The following is a guest post by Jefferson Bailey, Strategic Initiatives Manager at Metropolitan New York Library Council, National Digital Stewardship Alliance Innovation Working Group co-chair and a former Fellow in the Library of Congress’s Office of Strategic Initiatives.
Jason Scott will no doubt be familiar to many readers of this blog having been interviewed previously by Leslie Johnston in her post Jason Scott, Rogue Archivist. In the intervening year, however, Jason has undertaken a number of new projects and initiatives dedicated to preserving digital information and the history of digital technologies, as well as continuing his work with the Internet Archive. In this interview, Jason talks about some of his recent work preserving digital culture.

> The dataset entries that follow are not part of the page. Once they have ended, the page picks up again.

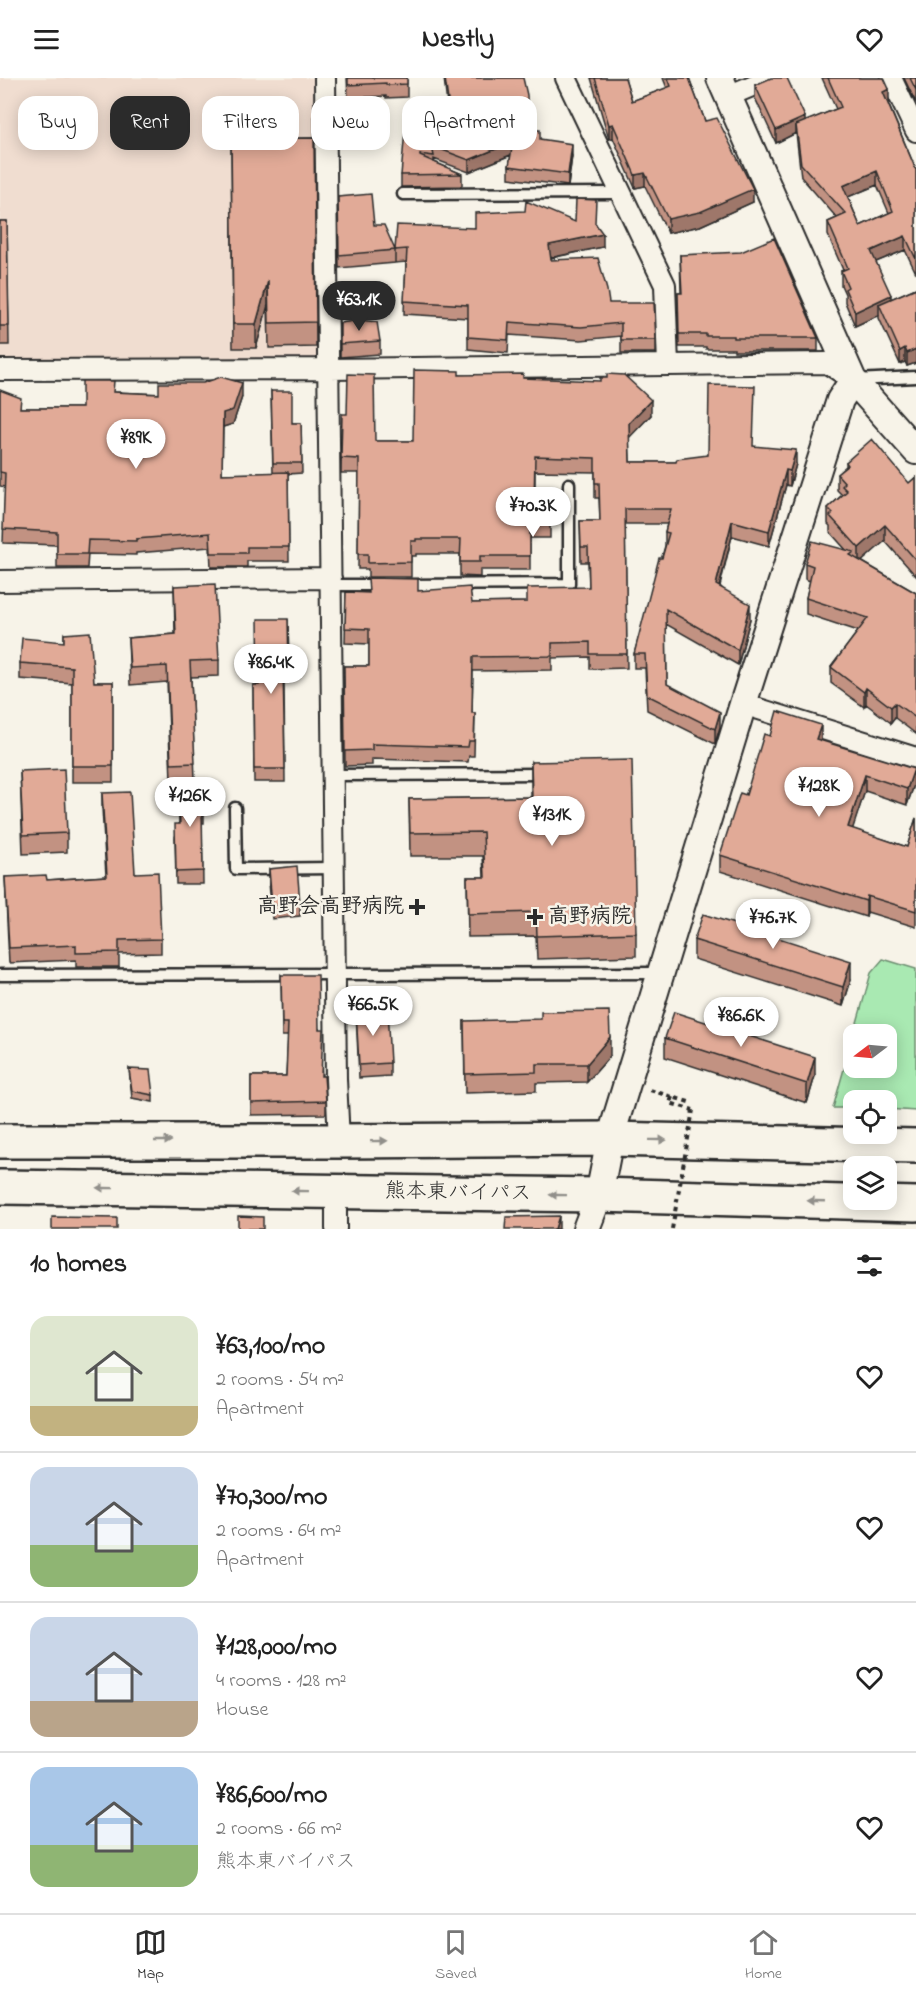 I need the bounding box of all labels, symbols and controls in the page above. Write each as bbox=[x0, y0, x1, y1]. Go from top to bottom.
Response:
text: Nestly bbox=[422, 20, 494, 59]
icon: menu bbox=[30, 23, 63, 56]
icon: heart bbox=[853, 23, 886, 56]
chip: Buy bbox=[18, 96, 98, 150]
chip: Rent bbox=[110, 96, 190, 150]
chip: Filters bbox=[202, 96, 299, 150]
chip: New bbox=[311, 96, 390, 150]
chip: Apartment bbox=[402, 96, 537, 150]
pin: ¥63.1K bbox=[310, 281, 408, 332]
text: ¥63.1K bbox=[337, 286, 382, 315]
pin: ¥89K bbox=[100, 419, 172, 470]
text: ¥89K bbox=[120, 424, 152, 453]
pin: ¥70.3K bbox=[484, 487, 582, 538]
text: ¥70.3K bbox=[510, 492, 556, 521]
pin: ¥86.4K bbox=[222, 644, 320, 695]
text: ¥86.4K bbox=[248, 649, 294, 678]
pin: ¥128K bbox=[777, 767, 861, 818]
text: ¥128K bbox=[798, 772, 840, 801]
pin: ¥126K bbox=[148, 777, 232, 828]
text: ¥126K bbox=[169, 782, 211, 811]
pin: ¥131K bbox=[510, 796, 594, 847]
text: ¥131K bbox=[533, 801, 571, 830]
place label: 高野会高野病院 bbox=[257, 892, 404, 922]
marker: 高野会高野病院 bbox=[408, 898, 426, 916]
pin: ¥76.7K bbox=[724, 899, 822, 950]
place label: 高野病院 bbox=[548, 902, 632, 932]
text: ¥76.7K bbox=[750, 904, 796, 933]
marker: 高野病院 bbox=[526, 908, 544, 926]
pin: ¥66.5K bbox=[324, 986, 422, 1037]
text: ¥66.5K bbox=[348, 991, 398, 1020]
pin: ¥86.6K bbox=[692, 997, 790, 1048]
text: ¥86.6K bbox=[718, 1002, 764, 1031]
north arrow bbox=[843, 1024, 897, 1078]
map controls bbox=[843, 1024, 897, 1210]
button: locate bbox=[843, 1090, 897, 1144]
one-way arrow bbox=[649, 1135, 668, 1145]
one-way arrow bbox=[154, 1136, 173, 1146]
one-way arrow bbox=[370, 1136, 389, 1146]
button: layers bbox=[843, 1156, 897, 1210]
street label: 熊本東バイパス bbox=[384, 1177, 532, 1209]
one-way arrow bbox=[95, 1183, 114, 1193]
one-way arrow bbox=[290, 1186, 309, 1196]
one-way arrow bbox=[548, 1190, 567, 1199]
one-way arrow bbox=[806, 1196, 825, 1206]
text: 10 homes bbox=[30, 1246, 127, 1284]
icon: filters bbox=[853, 1249, 886, 1282]
text: ¥63,100/mo bbox=[216, 1328, 325, 1366]
icon: home bbox=[78, 1340, 150, 1412]
icon: heart bbox=[853, 1360, 886, 1393]
text: 2 rooms · 54 m² bbox=[216, 1366, 344, 1395]
text: Apartment bbox=[216, 1395, 304, 1424]
text: ¥70,300/mo bbox=[216, 1479, 328, 1517]
icon: home bbox=[78, 1491, 150, 1563]
icon: heart bbox=[853, 1511, 886, 1544]
text: 2 rooms · 64 m² bbox=[216, 1517, 341, 1546]
text: Apartment bbox=[216, 1546, 304, 1575]
text: ¥128,000/mo bbox=[216, 1629, 337, 1667]
icon: home bbox=[78, 1641, 150, 1713]
icon: heart bbox=[853, 1661, 886, 1694]
text: 4 rooms · 128 m² bbox=[216, 1667, 346, 1696]
text: House bbox=[216, 1696, 269, 1725]
text: ¥86,600/mo bbox=[216, 1777, 327, 1815]
icon: home bbox=[78, 1791, 150, 1863]
icon: heart bbox=[853, 1811, 886, 1844]
text: 2 rooms · 66 m² bbox=[216, 1815, 342, 1844]
text: 熊本東バイパス bbox=[216, 1848, 356, 1877]
tab: Map bbox=[134, 1926, 167, 1986]
tab: Saved bbox=[435, 1926, 477, 1986]
tab: Home bbox=[745, 1926, 782, 1986]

Jefferson: Thanks for talking with us again. Since your previous interview here described your work on textfiles.com and with the Archive Team, I wanted to focus on some of your more recent projects. First, you declared November 2012 to be Just Solve the File Format Problem month. Tell us about how that project came about, how it went, and its future plans.
Jason: Like any industry involving a lot of public money and a lot of complicated projects, the library and archives worlds have a number of supposedly insurmountable projects that show very little return on investment beyond the general sense of good feeling with a general improvement down the line as the project becomes more mature and complete. In the process of speaking to groups and individuals in the library and archives world, I found a common theme of there being great difficulty in discerning the characteristics of digital files and data to understand what format it was in. Several projects have been mounted to approach this problem, but they tended to work along certain families of data, or were locked in a semi-proprietary situation and database that would not easily be shared. To work that hard and then give away the results of that work would be insane. And since open-source projects are in many ways insane, I thought it might be a good project to tackle.
Understanding, collecting documentation, and providing code related to file formats is one of the greatest and most difficult problems, simply because of the large wealth of sources available, and the fleeting nature of so much technical documentation, especially when the technology underlying becomes obsolete. Again, people were working on this, but they were running into hard limits left and right.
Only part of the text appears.